[Records excerpted from a collection]
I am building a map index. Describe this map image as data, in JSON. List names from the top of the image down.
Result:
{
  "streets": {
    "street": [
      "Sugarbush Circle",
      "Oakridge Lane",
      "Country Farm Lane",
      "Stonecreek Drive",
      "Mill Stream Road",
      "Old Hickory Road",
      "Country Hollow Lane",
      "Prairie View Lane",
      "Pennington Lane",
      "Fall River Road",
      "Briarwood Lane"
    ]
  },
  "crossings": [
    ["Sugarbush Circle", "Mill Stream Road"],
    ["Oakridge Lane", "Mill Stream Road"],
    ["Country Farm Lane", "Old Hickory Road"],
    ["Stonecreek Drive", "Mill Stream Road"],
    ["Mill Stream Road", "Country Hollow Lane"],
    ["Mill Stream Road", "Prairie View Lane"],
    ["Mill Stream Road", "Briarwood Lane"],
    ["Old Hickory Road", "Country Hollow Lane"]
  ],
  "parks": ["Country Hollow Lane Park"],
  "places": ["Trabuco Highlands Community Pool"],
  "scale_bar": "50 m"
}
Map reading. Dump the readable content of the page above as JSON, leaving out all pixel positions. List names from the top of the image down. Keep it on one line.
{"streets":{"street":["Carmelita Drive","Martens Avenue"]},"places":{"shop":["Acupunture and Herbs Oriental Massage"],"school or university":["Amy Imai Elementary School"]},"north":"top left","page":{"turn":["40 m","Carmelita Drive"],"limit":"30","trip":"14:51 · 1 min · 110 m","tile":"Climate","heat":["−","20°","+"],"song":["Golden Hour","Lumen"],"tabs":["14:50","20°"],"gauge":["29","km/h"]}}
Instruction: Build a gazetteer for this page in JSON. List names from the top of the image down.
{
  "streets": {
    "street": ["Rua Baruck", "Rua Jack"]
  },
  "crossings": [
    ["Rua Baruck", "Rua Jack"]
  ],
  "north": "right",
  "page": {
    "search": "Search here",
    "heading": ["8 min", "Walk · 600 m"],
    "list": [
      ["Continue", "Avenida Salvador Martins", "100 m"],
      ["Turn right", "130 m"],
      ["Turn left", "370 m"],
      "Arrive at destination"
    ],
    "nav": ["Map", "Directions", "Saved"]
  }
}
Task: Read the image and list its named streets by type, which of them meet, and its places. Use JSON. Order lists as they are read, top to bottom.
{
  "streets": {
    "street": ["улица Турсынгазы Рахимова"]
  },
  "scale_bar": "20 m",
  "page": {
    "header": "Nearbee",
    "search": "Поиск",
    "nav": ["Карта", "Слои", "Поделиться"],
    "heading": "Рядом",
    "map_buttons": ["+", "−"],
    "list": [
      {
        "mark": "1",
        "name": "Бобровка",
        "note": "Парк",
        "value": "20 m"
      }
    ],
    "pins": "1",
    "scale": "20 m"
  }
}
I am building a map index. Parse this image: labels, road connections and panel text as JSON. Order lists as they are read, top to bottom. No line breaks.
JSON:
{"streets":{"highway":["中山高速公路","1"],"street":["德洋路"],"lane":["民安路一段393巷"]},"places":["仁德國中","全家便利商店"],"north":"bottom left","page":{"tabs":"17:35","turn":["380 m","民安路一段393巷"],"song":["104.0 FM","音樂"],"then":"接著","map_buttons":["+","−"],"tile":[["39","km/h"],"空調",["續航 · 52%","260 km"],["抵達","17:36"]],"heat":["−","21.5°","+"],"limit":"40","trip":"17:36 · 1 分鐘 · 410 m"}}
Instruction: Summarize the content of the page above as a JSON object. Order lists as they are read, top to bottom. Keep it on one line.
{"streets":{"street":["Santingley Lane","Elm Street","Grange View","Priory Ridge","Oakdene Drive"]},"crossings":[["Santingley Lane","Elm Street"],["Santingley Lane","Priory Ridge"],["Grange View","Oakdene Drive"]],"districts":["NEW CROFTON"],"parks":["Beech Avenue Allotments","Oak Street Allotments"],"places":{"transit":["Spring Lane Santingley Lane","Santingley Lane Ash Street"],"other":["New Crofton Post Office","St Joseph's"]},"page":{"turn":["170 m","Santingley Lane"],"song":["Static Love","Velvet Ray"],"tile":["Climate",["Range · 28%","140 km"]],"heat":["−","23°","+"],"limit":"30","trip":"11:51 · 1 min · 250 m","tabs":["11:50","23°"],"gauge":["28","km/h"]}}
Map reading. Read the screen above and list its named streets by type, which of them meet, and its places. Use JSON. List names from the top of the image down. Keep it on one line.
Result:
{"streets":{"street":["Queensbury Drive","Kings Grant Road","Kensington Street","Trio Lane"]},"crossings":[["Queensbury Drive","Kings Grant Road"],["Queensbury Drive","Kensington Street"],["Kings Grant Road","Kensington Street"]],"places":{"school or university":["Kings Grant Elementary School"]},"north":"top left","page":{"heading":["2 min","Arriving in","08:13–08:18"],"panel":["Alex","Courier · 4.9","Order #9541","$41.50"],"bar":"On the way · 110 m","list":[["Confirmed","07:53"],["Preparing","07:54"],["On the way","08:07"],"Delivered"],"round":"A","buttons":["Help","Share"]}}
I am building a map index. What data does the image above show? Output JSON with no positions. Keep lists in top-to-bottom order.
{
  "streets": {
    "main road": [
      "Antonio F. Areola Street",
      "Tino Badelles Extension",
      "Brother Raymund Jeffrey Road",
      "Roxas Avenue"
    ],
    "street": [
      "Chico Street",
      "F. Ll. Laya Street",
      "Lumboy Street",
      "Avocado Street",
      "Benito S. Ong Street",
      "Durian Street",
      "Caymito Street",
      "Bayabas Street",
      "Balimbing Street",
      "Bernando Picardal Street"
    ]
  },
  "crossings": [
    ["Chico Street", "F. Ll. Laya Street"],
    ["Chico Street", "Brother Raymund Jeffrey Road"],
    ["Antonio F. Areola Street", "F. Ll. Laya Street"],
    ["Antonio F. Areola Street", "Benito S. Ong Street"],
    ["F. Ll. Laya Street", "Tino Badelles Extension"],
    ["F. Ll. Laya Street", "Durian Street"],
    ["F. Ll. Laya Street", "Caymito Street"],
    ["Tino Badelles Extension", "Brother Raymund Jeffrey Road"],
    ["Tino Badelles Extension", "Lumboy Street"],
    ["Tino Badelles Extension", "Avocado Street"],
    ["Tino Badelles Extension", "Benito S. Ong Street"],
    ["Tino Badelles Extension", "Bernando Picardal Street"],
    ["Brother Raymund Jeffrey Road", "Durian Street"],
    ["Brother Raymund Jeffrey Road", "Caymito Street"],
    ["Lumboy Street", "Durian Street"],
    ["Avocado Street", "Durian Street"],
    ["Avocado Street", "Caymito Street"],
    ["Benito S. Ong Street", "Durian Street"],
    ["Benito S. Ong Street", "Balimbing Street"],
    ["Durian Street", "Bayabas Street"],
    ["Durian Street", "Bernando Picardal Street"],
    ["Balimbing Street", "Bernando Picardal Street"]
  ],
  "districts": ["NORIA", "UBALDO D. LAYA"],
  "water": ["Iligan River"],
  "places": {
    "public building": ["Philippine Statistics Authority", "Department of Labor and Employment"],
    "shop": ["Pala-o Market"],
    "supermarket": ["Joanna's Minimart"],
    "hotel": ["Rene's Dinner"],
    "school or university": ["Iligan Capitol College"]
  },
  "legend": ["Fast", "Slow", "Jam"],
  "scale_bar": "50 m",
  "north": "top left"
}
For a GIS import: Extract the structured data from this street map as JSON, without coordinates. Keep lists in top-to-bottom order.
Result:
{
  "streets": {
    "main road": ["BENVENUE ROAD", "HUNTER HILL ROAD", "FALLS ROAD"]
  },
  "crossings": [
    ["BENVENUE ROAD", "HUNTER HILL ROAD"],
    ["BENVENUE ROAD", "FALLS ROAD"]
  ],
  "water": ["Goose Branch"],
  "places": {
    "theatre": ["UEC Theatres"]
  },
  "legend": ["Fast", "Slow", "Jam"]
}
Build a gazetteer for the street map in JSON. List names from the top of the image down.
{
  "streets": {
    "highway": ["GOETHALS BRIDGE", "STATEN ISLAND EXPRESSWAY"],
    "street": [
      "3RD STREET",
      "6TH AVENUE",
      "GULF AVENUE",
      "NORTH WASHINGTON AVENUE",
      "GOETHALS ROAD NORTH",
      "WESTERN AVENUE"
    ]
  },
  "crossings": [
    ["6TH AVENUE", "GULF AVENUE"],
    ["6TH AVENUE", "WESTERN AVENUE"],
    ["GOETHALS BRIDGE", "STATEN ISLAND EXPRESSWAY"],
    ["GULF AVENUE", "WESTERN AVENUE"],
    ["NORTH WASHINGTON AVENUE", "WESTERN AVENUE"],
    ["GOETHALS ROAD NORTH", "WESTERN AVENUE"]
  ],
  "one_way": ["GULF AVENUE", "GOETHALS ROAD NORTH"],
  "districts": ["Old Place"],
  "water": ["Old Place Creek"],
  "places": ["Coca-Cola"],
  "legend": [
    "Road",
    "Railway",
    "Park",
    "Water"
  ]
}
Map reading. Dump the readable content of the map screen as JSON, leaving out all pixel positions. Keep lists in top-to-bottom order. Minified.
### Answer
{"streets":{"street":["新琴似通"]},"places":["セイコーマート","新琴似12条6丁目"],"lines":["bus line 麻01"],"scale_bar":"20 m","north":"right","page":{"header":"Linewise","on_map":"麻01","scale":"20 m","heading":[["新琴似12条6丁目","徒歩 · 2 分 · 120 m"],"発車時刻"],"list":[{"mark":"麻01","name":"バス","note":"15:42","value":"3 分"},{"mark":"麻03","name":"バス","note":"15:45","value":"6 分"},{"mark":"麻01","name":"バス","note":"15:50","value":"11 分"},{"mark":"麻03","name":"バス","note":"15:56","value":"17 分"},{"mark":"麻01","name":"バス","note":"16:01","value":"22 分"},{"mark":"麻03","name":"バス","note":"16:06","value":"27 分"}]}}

- _TASK INSTRUCTIONS_
Only one stretch of the data above is needed. Restate it word for word, from the line containing "Instruction: Summarize the" through the line containing "Map reading. Read", both ends included.

- _ANSWER_
Instruction: Summarize the content of the page above as a JSON object. Order lists as they are read, top to bottom. Keep it on one line.
{"streets":{"street":["Santingley Lane","Elm Street","Grange View","Priory Ridge","Oakdene Drive"]},"crossings":[["Santingley Lane","Elm Street"],["Santingley Lane","Priory Ridge"],["Grange View","Oakdene Drive"]],"districts":["NEW CROFTON"],"parks":["Beech Avenue Allotments","Oak Street Allotments"],"places":{"transit":["Spring Lane Santingley Lane","Santingley Lane Ash Street"],"other":["New Crofton Post Office","St Joseph's"]},"page":{"turn":["170 m","Santingley Lane"],"song":["Static Love","Velvet Ray"],"tile":["Climate",["Range · 28%","140 km"]],"heat":["−","23°","+"],"limit":"30","trip":"11:51 · 1 min · 250 m","tabs":["11:50","23°"],"gauge":["28","km/h"]}}
Map reading. Read the screen above and list its named streets by type, which of them meet, and its places. Use JSON. List names from the top of the image down. Keep it on one line.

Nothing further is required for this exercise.